Exercise description: Reproduce each line from the first in the data through the line that contains "function drawText(font, color, halo, rows, align" exactly; give nothing else.

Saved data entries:
((

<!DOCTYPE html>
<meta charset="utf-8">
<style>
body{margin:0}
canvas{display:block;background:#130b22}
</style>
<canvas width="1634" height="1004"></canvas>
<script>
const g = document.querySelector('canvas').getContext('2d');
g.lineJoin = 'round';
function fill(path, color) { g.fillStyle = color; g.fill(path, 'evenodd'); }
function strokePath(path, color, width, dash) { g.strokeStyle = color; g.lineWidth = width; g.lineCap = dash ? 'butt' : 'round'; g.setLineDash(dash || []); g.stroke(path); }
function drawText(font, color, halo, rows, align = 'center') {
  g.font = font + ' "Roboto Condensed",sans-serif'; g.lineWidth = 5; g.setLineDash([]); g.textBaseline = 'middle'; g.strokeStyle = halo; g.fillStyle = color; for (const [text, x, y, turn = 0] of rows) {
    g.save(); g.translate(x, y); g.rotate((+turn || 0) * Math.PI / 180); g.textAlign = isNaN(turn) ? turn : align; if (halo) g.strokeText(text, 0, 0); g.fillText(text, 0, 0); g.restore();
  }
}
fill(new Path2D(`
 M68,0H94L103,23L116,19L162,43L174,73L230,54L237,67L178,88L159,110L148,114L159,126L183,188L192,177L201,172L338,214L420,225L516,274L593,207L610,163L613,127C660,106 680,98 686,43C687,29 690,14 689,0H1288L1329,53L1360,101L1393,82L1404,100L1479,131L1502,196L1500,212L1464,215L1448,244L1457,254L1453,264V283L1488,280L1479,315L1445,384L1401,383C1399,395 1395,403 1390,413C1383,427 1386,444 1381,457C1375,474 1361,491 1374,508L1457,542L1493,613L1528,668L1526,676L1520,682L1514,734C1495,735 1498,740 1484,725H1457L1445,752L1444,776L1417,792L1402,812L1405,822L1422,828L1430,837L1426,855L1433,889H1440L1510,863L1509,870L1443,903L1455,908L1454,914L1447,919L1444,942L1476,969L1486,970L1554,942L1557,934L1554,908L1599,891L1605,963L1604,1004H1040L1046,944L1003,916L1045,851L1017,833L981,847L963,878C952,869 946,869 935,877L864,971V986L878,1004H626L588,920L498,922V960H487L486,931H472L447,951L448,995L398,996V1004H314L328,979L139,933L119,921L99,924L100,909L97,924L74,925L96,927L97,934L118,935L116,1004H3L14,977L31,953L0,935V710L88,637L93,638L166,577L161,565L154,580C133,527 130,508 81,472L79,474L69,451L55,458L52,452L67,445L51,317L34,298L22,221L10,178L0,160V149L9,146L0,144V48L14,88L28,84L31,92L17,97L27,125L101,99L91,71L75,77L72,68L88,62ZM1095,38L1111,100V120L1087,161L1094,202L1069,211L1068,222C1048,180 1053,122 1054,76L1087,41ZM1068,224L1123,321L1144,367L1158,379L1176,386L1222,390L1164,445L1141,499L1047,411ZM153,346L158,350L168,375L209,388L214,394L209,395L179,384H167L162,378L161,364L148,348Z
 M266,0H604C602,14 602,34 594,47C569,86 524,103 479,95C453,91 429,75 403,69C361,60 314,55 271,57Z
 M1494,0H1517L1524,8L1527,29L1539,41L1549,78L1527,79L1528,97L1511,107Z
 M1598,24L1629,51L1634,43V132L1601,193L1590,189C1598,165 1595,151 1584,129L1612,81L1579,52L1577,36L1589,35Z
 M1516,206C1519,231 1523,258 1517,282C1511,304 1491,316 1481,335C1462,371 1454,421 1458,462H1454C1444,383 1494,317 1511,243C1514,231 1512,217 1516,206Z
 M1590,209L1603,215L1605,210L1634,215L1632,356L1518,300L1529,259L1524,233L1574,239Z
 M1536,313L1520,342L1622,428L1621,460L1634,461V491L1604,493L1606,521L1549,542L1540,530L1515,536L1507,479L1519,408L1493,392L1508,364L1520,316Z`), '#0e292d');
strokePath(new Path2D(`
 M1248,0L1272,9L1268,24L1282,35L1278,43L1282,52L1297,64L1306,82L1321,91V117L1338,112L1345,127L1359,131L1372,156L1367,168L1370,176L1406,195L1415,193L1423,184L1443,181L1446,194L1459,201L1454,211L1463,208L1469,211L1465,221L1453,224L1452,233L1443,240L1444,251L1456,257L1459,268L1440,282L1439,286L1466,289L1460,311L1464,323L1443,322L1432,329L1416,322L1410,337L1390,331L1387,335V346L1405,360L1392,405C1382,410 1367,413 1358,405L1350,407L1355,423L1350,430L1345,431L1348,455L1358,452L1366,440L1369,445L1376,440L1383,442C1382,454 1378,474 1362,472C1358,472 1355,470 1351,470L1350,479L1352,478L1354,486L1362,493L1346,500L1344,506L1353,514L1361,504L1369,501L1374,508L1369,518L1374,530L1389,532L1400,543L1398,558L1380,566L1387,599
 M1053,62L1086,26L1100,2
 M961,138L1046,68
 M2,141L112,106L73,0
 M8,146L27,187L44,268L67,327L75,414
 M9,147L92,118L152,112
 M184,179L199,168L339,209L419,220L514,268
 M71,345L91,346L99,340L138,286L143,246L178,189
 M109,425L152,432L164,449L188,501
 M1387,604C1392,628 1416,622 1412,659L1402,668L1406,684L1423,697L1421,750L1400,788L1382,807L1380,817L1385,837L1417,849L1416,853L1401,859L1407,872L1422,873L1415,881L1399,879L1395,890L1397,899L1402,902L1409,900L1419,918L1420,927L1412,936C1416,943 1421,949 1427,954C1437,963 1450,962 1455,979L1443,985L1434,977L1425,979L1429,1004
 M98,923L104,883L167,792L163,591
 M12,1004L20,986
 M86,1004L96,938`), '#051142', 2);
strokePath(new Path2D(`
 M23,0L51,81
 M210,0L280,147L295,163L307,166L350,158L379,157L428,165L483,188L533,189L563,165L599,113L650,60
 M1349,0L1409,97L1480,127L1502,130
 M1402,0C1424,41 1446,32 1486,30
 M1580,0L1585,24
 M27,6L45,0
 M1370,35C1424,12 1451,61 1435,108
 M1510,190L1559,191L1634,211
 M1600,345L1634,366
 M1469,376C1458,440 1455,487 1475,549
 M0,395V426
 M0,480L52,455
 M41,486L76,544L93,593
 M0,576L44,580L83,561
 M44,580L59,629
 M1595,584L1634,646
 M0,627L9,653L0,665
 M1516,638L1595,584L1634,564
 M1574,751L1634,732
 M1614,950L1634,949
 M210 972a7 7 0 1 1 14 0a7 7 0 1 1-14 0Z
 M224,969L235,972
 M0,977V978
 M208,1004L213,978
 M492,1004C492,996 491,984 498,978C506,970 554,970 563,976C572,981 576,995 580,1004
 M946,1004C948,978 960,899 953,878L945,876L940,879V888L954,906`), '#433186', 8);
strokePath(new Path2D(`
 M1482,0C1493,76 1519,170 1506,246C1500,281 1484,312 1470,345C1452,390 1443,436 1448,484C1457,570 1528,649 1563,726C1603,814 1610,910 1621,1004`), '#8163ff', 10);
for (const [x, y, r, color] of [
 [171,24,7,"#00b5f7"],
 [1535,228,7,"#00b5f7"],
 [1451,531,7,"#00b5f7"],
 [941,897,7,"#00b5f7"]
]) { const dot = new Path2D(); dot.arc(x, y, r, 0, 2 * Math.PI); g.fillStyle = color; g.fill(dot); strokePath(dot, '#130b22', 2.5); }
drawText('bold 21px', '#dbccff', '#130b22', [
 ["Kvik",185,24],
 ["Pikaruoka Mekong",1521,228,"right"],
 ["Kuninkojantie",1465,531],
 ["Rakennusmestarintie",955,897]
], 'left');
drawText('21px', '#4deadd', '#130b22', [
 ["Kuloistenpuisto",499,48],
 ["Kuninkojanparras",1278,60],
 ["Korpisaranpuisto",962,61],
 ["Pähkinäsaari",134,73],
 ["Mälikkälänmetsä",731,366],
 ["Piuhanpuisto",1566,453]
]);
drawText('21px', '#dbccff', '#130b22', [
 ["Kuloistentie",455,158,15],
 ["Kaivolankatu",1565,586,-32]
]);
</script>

))

Finished task:
<!DOCTYPE html>
<meta charset="utf-8">
<style>
body{margin:0}
canvas{display:block;background:#130b22}
</style>
<canvas width="1634" height="1004"></canvas>
<script>
const g = document.querySelector('canvas').getContext('2d');
g.lineJoin = 'round';
function fill(path, color) { g.fillStyle = color; g.fill(path, 'evenodd'); }
function strokePath(path, color, width, dash) { g.strokeStyle = color; g.lineWidth = width; g.lineCap = dash ? 'butt' : 'round'; g.setLineDash(dash || []); g.stroke(path); }
function drawText(font, color, halo, rows, align = 'center') {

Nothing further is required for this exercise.